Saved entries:

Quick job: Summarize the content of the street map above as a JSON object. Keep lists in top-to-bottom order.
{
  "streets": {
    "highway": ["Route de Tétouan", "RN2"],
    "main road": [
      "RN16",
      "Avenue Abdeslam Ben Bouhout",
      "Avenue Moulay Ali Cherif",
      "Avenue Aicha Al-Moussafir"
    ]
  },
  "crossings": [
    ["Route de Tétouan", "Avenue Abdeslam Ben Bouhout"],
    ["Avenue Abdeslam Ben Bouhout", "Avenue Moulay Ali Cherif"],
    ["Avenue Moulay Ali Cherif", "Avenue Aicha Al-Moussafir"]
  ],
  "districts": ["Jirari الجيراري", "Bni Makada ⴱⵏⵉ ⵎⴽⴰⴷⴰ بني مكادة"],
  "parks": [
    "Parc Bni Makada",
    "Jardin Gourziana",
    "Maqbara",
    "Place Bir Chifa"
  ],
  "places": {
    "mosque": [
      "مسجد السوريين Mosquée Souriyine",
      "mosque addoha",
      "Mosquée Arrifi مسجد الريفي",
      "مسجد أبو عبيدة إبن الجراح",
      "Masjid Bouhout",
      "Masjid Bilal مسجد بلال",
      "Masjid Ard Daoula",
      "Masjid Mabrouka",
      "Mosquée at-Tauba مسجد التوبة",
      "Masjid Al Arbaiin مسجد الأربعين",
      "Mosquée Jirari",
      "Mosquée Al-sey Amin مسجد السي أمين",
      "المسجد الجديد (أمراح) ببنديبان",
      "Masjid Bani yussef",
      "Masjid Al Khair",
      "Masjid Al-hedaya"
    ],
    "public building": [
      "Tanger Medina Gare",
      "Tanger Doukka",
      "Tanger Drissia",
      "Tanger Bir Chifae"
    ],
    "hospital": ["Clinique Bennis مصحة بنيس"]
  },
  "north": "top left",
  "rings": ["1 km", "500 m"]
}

▶ [WHAT YOU SHOULD DO]
Every entry must be retyped in full, exactly as given.

▶ [RESPONSE BOX]
Quick job: Summarize the content of the street map above as a JSON object. Keep lists in top-to-bottom order.
{
  "streets": {
    "highway": ["Route de Tétouan", "RN2"],
    "main road": [
      "RN16",
      "Avenue Abdeslam Ben Bouhout",
      "Avenue Moulay Ali Cherif",
      "Avenue Aicha Al-Moussafir"
    ]
  },
  "crossings": [
    ["Route de Tétouan", "Avenue Abdeslam Ben Bouhout"],
    ["Avenue Abdeslam Ben Bouhout", "Avenue Moulay Ali Cherif"],
    ["Avenue Moulay Ali Cherif", "Avenue Aicha Al-Moussafir"]
  ],
  "districts": ["Jirari الجيراري", "Bni Makada ⴱⵏⵉ ⵎⴽⴰⴷⴰ بني مكادة"],
  "parks": [
    "Parc Bni Makada",
    "Jardin Gourziana",
    "Maqbara",
    "Place Bir Chifa"
  ],
  "places": {
    "mosque": [
      "مسجد السوريين Mosquée Souriyine",
      "mosque addoha",
      "Mosquée Arrifi مسجد الريفي",
      "مسجد أبو عبيدة إبن الجراح",
      "Masjid Bouhout",
      "Masjid Bilal مسجد بلال",
      "Masjid Ard Daoula",
      "Masjid Mabrouka",
      "Mosquée at-Tauba مسجد التوبة",
      "Masjid Al Arbaiin مسجد الأربعين",
      "Mosquée Jirari",
      "Mosquée Al-sey Amin مسجد السي أمين",
      "المسجد الجديد (أمراح) ببنديبان",
      "Masjid Bani yussef",
      "Masjid Al Khair",
      "Masjid Al-hedaya"
    ],
    "public building": [
      "Tanger Medina Gare",
      "Tanger Doukka",
      "Tanger Drissia",
      "Tanger Bir Chifae"
    ],
    "hospital": ["Clinique Bennis مصحة بنيس"]
  },
  "north": "top left",
  "rings": ["1 km", "500 m"]
}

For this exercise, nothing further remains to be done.